Question

How do you write the electronic configuration for $N{{i}^{+2}}$ ?

Answer 1

Hint: The electron configuration of Ni can be determined by the Afbau principle, which basically gives us the idea of subshells in which electrons are present. And also tells us about the energies and shape of that subshells.

Complete answer:
- As we know that nickel is a transition metal. It basically follows the Aufbau principle of the filling of the atomic orbitals.
- It is found that the atomic number of nickel is 28. This means that its atoms contain 28 protons in their nuclei. And if neutral then 28 electrons in their electron clouds.
As we know that the shell value is denoted by the principal quantum number (n).
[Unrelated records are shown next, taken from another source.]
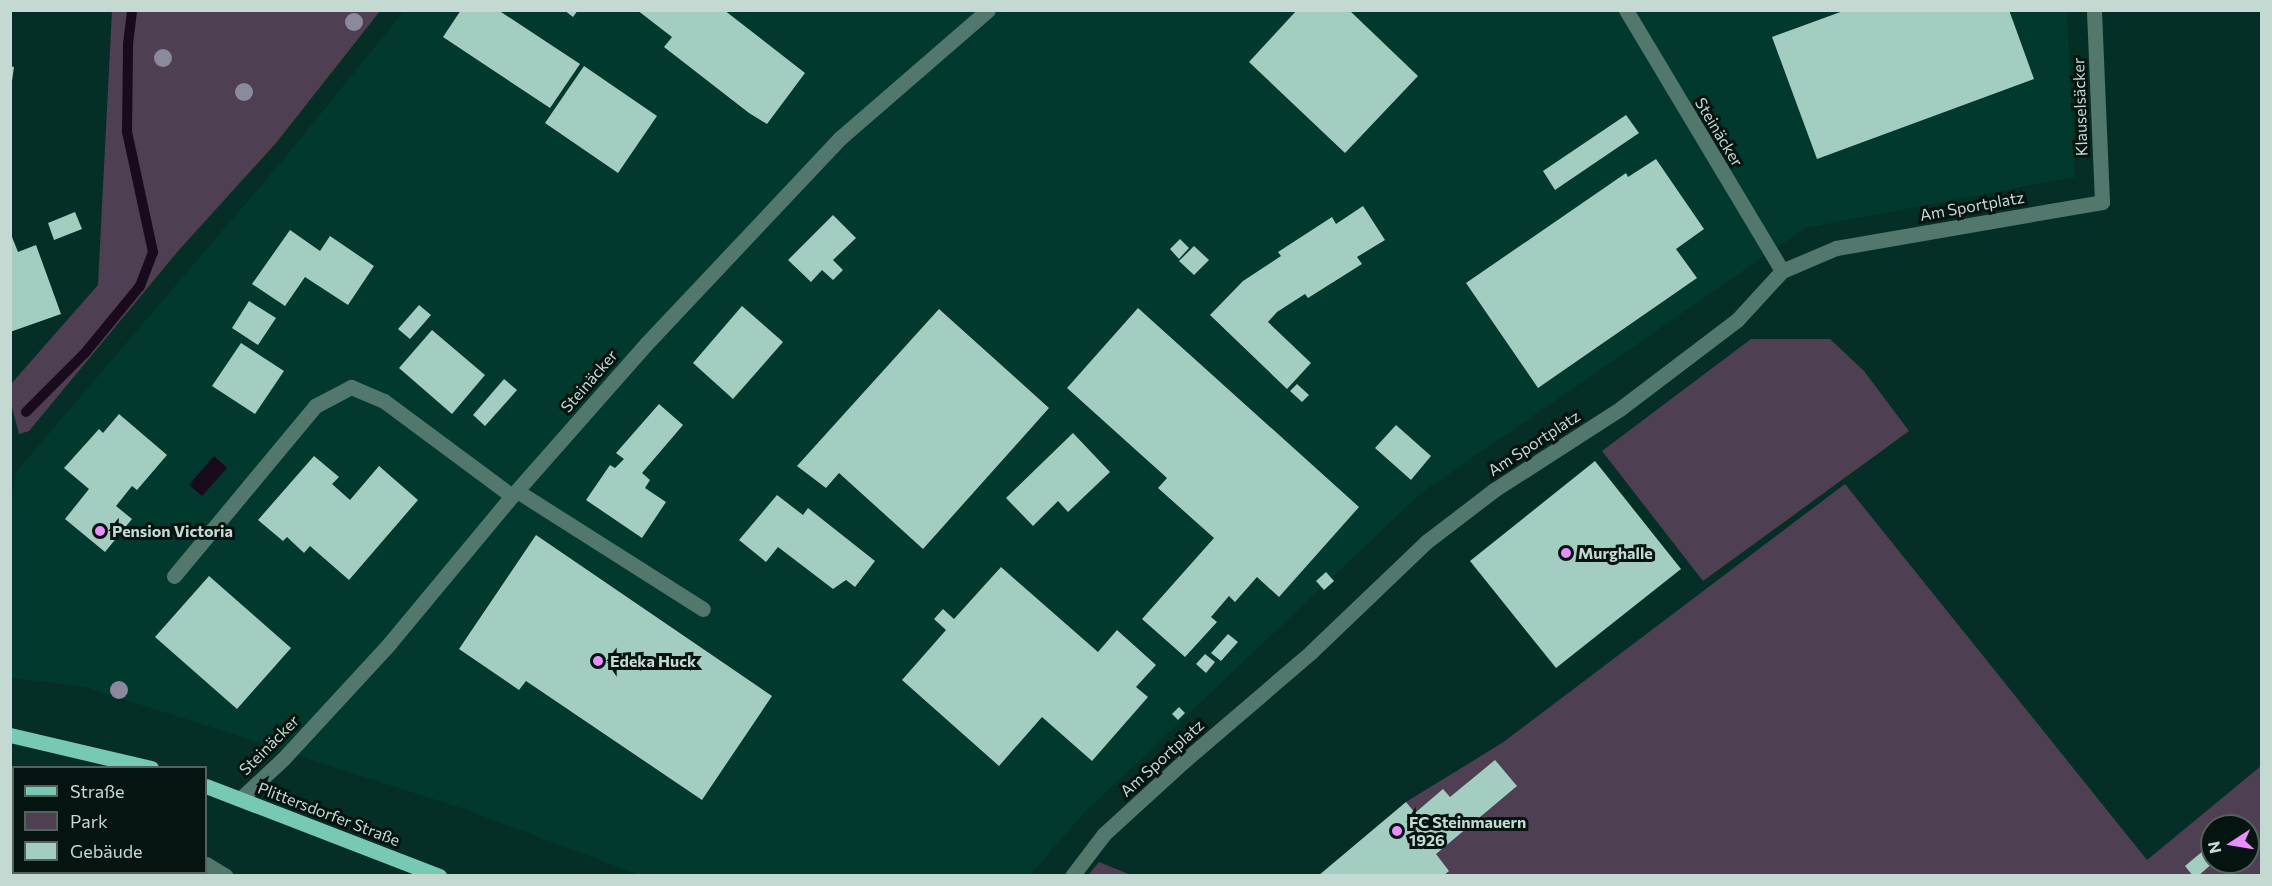 <!DOCTYPE html>
<html>
<head>
<meta charset="utf-8">
<style>
  body { margin:0 }
  #map { position:relative; width:2272px; height:886px; overflow:hidden; background:#052f26; font-family:Commissioner,sans-serif }
  div>[style] { position:absolute }
  .built>* { inset:0; background:#01392e }
  .green>* { inset:0; background:#4f3f53 }
  .water>* { inset:0; background:#190a1c }
  .stream>* { height:10px; margin:-5px; padding:0 5px; transform-origin:5px; border-radius:5px; background:#190a1c }
  .building>* { inset:0; background:#a3cdc0 }
  .minor>* { height:15px; margin:-7.5px; padding:0 7.5px; transform-origin:7.5px; border-radius:7.5px; background:#52786d }
  .major>* { height:15px; margin:-7.5px; padding:0 7.5px; transform-origin:7.5px; border-radius:7.5px; background:#78c9b4 }
  .trees>* { width:18px; height:18px; margin:-9px; border-radius:50%; background:#8a899d }
  .dots>* { width:16px; height:16px; translate:-50% -50%; box-sizing:border-box; border:3px solid #051410; border-radius:50% }
  span { translate:-50% -50%; white-space:nowrap; text-align:center; line-height:1.15; -webkit-text-stroke:6px #051410; paint-order:stroke }
  .street-label { font-size:16px; color:#c5d9d3 }
  .poi-label { font-size:16px; color:#c5d9d3; font-weight:700 }
  .left { translate:0 -50%; text-align:left }
  .frame { position:absolute; inset:0; border:12px solid #c5d9d3; pointer-events:none }
  .legend { position:absolute; left:12px; top:766px; width:195px; height:108px; box-sizing:border-box; background:#051410; border:2px solid #52635e; margin:0; padding:8px 10px; list-style:none; font-size:18px; color:#c5d9d3 }
  .legend li { display:flex; align-items:center; gap:12px; height:30px }
  .legend b { width:30px; border:2px solid #52635e }
  .north { position:absolute; left:2200px; top:814px; width:60px; height:60px; box-sizing:border-box; background:#051410; border:2px solid #52635e; border-radius:50%; rotate:258deg; font-size:16px; font-weight:700; line-height:24px; text-align:center; color:#c5d9d3 }
  .north::after { content:''; display:block; margin:auto; width:21px; height:27px; background:#ea8dfd; clip-path:polygon(50% 0,100% 100%,50% 72%,0 100%) }
</style>
</head>
<body>
<div id="map">
  <div class="built">
    <i style="clip-path:polygon(404px 11px,2067px 11px,2075px 177px,1805px 228px,1420px 494px,1083px 814px,1030px 875px,640px 875px,464px 809px,86px 687px,11px 678px,10px 514px,16px 472px,283px 160px)"></i>
    <i style="clip-path:polygon(128px 873px,181px 873px,187px 875px,129px 875px)"></i>
  </div>
  <div class="green">
    <i style="clip-path:polygon(112px 11px,380px 11px,276px 143px,178px 251px,29px 431px,19px 434px,11px 404px,11px 384px,98px 285px)"></i>
    <i style="clip-path:polygon(1751px 339px,1830px 339px,1864px 371px,1909px 431px,1703px 581px,1602px 451px)"></i>
    <i style="clip-path:polygon(evenodd,1845px 484px,2147px 860px,2261px 766px,2261px 875px,1318px 876px,1406px 802px,1502px 743px,1845px 484px,2212px 826px,2248px 826px,2248px 862px,2212px 862px,2212px 826px)"></i>
    <i style="clip-path:polygon(1099px 862px,1131px 875px,1088px 875px)"></i>
  </div>
  <div class="water">
    <i style="clip-path:polygon(214px 456px,227px 468px,202px 496px,189px 485px)"></i>
  </div>
  <div class="stream">
    <i style="left:26px;top:412px;width:83px;rotate:-45deg"></i>
    <i style="left:85px;top:353px;width:87px;rotate:-50.6deg"></i>
    <i style="left:140px;top:286px;width:36px;rotate:-69deg"></i>
    <i style="left:153px;top:252px;width:123px;rotate:-102.2deg"></i>
    <i style="left:127px;top:132px;width:88px;rotate:-89.3deg"></i>
    <i style="left:128px;top:44px;width:34px;rotate:-83deg"></i>
  </div>
  <div class="building">
    <i style="clip-path:polygon(461px 10px,498px 10px,580px 64px,550px 108px,443px 37px)"></i>
    <i style="clip-path:polygon(564px 10px,578px 10px,573px 17px)"></i>
    <i style="clip-path:polygon(637px 10px,724px 10px,805px 73px,767px 124px,749px 113px,664px 47px,672px 37px)"></i>
    <i style="clip-path:polygon(1297px 10px,1349px 10px,1418px 76px,1345px 153px,1249px 62px)"></i>
    <i style="clip-path:polygon(1846px 10px,2009px 10px,2034px 79px,1817px 159px,1772px 37px)"></i>
    <i style="clip-path:polygon(10px 66px,14px 67px,12px 81px,10px 80px)"></i>
    <i style="clip-path:polygon(584px 66px,657px 116px,618px 173px,545px 123px)"></i>
    <i style="clip-path:polygon(1626px 115px,1639px 133px,1555px 190px,1543px 171px)"></i>
    <i style="clip-path:polygon(1656px 159px,1704px 229px,1676px 249px,1697px 278px,1538px 388px,1466px 283px,1626px 173px,1628px 177px)"></i>
    <i style="clip-path:polygon(1363px 206px,1385px 240px,1357px 257px,1362px 264px,1308px 298px,1305px 294px,1277px 312px,1268px 322px,1311px 363px,1287px 389px,1210px 315px,1243px 281px,1281px 256px,1278px 252px,1332px 217px,1336px 224px)"></i>
    <i style="clip-path:polygon(75px 212px,82px 229px,54px 240px,48px 223px)"></i>
    <i style="clip-path:polygon(833px 215px,856px 238px,833px 260px,843px 270px,833px 280px,822px 270px,811px 282px,788px 260px)"></i>
    <i style="clip-path:polygon(290px 230px,320px 251px,330px 236px,374px 266px,348px 305px,305px 277px,285px 306px,252px 284px)"></i>
    <i style="clip-path:polygon(10px 232px,18px 252px,36px 245px,61px 314px,10px 332px)"></i>
    <i style="clip-path:polygon(1180px 239px,1189px 248px,1179px 259px,1170px 249px)"></i>
    <i style="clip-path:polygon(1194px 246px,1209px 260px,1194px 275px,1179px 261px)"></i>
    <i style="clip-path:polygon(249px 301px,276px 318px,258px 345px,232px 328px)"></i>
    <i style="clip-path:polygon(419px 305px,431px 315px,410px 339px,398px 329px)"></i>
    <i style="clip-path:polygon(742px 306px,783px 342px,733px 399px,693px 363px)"></i>
    <i style="clip-path:polygon(1138px 308px,1359px 507px,1279px 597px,1257px 577px,1235px 602px,1229px 596px,1211px 617px,1217px 622px,1185px 657px,1142px 619px,1214px 538px,1158px 488px,1167px 478px,1067px 388px)"></i>
    <i style="clip-path:polygon(939px 309px,1049px 408px,923px 549px,839px 473px,826px 488px,797px 466px)"></i>
    <i style="clip-path:polygon(432px 330px,485px 375px,452px 414px,399px 368px)"></i>
    <i style="clip-path:polygon(241px 343px,284px 371px,255px 414px,212px 386px)"></i>
    <i style="clip-path:polygon(504px 379px,517px 390px,485px 426px,473px 415px)"></i>
    <i style="clip-path:polygon(1297px 384px,1309px 395px,1302px 402px,1290px 391px)"></i>
    <i style="clip-path:polygon(659px 404px,683px 425px,642px 473px,650px 480px,645px 488px,666px 502px,642px 538px,586px 500px,610px 465px,615px 468px,624px 459px,616px 453px)"></i>
    <i style="clip-path:polygon(119px 414px,167px 455px,137px 490px,132px 486px,116px 506px,132px 519px,105px 552px,65px 519px,89px 489px,64px 468px,99px 429px,103px 433px)"></i>
    <i style="clip-path:polygon(1396px 425px,1431px 456px,1411px 480px,1375px 448px)"></i>
    <i style="clip-path:polygon(1073px 433px,1110px 472px,1068px 512px,1058px 501px,1033px 526px,1006px 498px)"></i>
    <i style="clip-path:polygon(314px 456px,339px 477px,332px 484px,350px 500px,379px 466px,418px 500px,349px 580px,310px 546px,304px 553px,287px 537px,283px 541px,258px 520px)"></i>
    <i style="clip-path:polygon(1595px 461px,1681px 569px,1556px 668px,1470px 561px)"></i>
    <i style="clip-path:polygon(777px 495px,803px 515px,808px 508px,875px 561px,855px 587px,846px 580px,833px 589px,778px 547px,766px 562px,739px 540px)"></i>
    <i style="clip-path:polygon(536px 535px,772px 696px,702px 800px,526px 681px,519px 690px,459px 649px)"></i>
    <i style="clip-path:polygon(1001px 567px,1098px 652px,1117px 630px,1156px 665px,1136px 687px,1148px 697px,1092px 761px,1042px 717px,999px 766px,902px 680px,946px 630px,934px 619px,943px 609px,954px 619px)"></i>
    <i style="clip-path:polygon(1326px 572px,1334px 581px,1324px 590px,1316px 581px)"></i>
    <i style="clip-path:polygon(209px 576px,291px 648px,237px 709px,155px 637px)"></i>
    <i style="clip-path:polygon(1228px 634px,1238px 642px,1221px 661px,1211px 653px)"></i>
    <i style="clip-path:polygon(1205px 654px,1215px 662px,1206px 673px,1196px 664px)"></i>
    <i style="clip-path:polygon(1179px 707px,1185px 713px,1178px 720px,1172px 714px)"></i>
    <i style="clip-path:polygon(1495px 760px,1517px 786px,1436px 854px,1449px 871px,1443px 876px,1318px 876px,1406px 802px,1415px 813px,1443px 789px,1450px 797px)"></i>
    <i style="clip-path:polygon(10px 842px,14px 842px,14px 872px,58px 872px,59px 876px,10px 876px)"></i>
    <i style="clip-path:polygon(2210px 845px,2214px 862px,2198px 876px,2193px 876px,2185px 866px)"></i>
  </div>
  <div class="minor">
    <i style="left:1626px;top:10px;width:304px;rotate:59.1deg"></i>
    <i style="left:517px;top:491px;width:220px;rotate:32.4deg"></i>
    <i style="left:174px;top:576px;width:221px;rotate:-50.3deg"></i>
    <i style="left:315px;top:406px;width:41px;rotate:-27.8deg"></i>
    <i style="left:351px;top:387px;width:36px;rotate:23deg"></i>
    <i style="left:384px;top:401px;width:159px;rotate:36.6deg"></i>
    <i style="left:10px;top:775px;width:4px"></i>
    <i style="left:240px;top:799px;width:59px;rotate:-42.9deg"></i>
    <i style="left:283px;top:759px;width:156px;rotate:-47.3deg"></i>
    <i style="left:389px;top:644px;width:192px;rotate:-50.3deg"></i>
    <i style="left:512px;top:496px;width:203px;rotate:-48.6deg"></i>
    <i style="left:646px;top:344px;width:282px;rotate:-46.7deg"></i>
    <i style="left:839px;top:139px;width:197px;rotate:-40.9deg"></i>
    <i style="left:206px;top:864px;width:23px;rotate:31deg"></i>
    <i style="left:1072px;top:876px;width:53px;rotate:-52.7deg"></i>
    <i style="left:1104px;top:834px;width:108px;rotate:-42.4deg"></i>
    <i style="left:1184px;top:761px;width:167px;rotate:-40.6deg"></i>
    <i style="left:1311px;top:652px;width:159px;rotate:-43.7deg"></i>
    <i style="left:1426px;top:542px;width:86px;rotate:-37.4deg"></i>
    <i style="left:1494px;top:490px;width:151px;rotate:-32.8deg"></i>
    <i style="left:1621px;top:408px;width:146px;rotate:-37.2deg"></i>
    <i style="left:1737px;top:320px;width:67px;rotate:-47.4deg"></i>
    <i style="left:1782px;top:271px;width:59px;rotate:-23.1deg"></i>
    <i style="left:1836px;top:248px;width:270px;rotate:-9.8deg"></i>
    <i style="left:2102px;top:202px;width:192px;rotate:-92.4deg"></i>
  </div>
  <div class="major">
    <i style="left:10px;top:735px;width:145px;rotate:13.2deg"></i>
    <i style="left:206px;top:786px;width:250px;rotate:21.1deg"></i>
  </div>
  <div class="trees">
    <i style="left:354px;top:22px"></i>
    <i style="left:163px;top:58px"></i>
    <i style="left:244px;top:92px"></i>
    <i style="left:119px;top:690px"></i>
  </div>
  <div class="dots">
    <i style="left:100px;top:531px;background:#ea8dfd"></i>
    <i style="left:1566px;top:553px;background:#ea8dfd"></i>
    <i style="left:598px;top:661px;background:#ea8dfd"></i>
    <i style="left:1397px;top:831px;background:#ea8dfd"></i>
  </div>
  <div class="street-label">
    <span style="left:2080px;top:107px;rotate:-92deg">Klauselsäcker</span>
    <span style="left:1719px;top:132px;rotate:59deg">Steinäcker</span>
    <span style="left:1972px;top:206px;rotate:-10deg">Am Sportplatz</span>
    <span style="left:589px;top:381px;rotate:-49deg">Steinäcker</span>
    <span style="left:1534px;top:443px;rotate:-33deg">Am Sportplatz</span>
    <span style="left:269px;top:745px;rotate:-45deg">Steinäcker</span>
    <span style="left:1162px;top:758px;rotate:-42deg">Am Sportplatz</span>
    <span style="left:329px;top:814px;rotate:21deg">Plittersdorfer Straße</span>
  </div>
  <div class="poi-label">
    <span class="left" style="left:112px;top:531px">Pension Victoria</span>
    <span class="left" style="left:1578px;top:553px">Murghalle</span>
    <span class="left" style="left:610px;top:661px">Edeka Huck</span>
    <span class="left" style="left:1409px;top:831px">FC Steinmauern<br>1926</span>
  </div>
  <div class="frame"></div>
  <ul class="legend">
  <li><b style="height:8px;background:#78c9b4"></b>Straße</li>
  <li><b style="height:16px;background:#4f3f53"></b>Park</li>
  <li><b style="height:16px;background:#a3cdc0"></b>Gebäude</li>
  </ul>
  <div class="north">N</div>
</div>
</body>
</html>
K=1, L=2, M=3, N=4, O=5.
- The electronic configuration of Ni is:
$1{{s}^{2}}2{{s}^{2}}2{{p}^{6}}3{{s}^{2}}3{{p}^{6}}3{{d}^{8}}4{{s}^{2}}$
- From the electronic configuration it was observed that,
K shell contains 2 total electrons ($1{{s}^{2}}$)
L shell contains 8 total electrons ($2{{s}^{2}}2{{p}^{6}}$)
M shell contains 8 total electrons ($3{{s}^{2}}3{{p}^{6}}$)
N shell contains 8 total electrons ($3{{d}^{8}}4{{s}^{2}}$)
Now, to form $N{{i}^{+2}}$, it will lose two electrons from the 4s orbital to form $N{{i}^{+2}}$. And it will have electronic configuration: $1{{s}^{2}}2{{s}^{2}}2{{p}^{6}}3{{s}^{2}}3{{p}^{6}}3{{d}^{8}}4{{s}^{0}}$.
- Hence, we can write the electronic configuration for $N{{i}^{+2}}$as $1{{s}^{2}}2{{s}^{2}}2{{p}^{6}}3{{s}^{2}}3{{p}^{6}}3{{d}^{8}}4{{s}^{0}}$

Note:
- It should be noted that we might get confused with the idea of a half filled and partially filled orbital. Basically, it is found that half filled d orbital contains only five electrons, whereas partially filled d orbital can have anywhere in between one to nine electrons in them, but it is not fully occupied.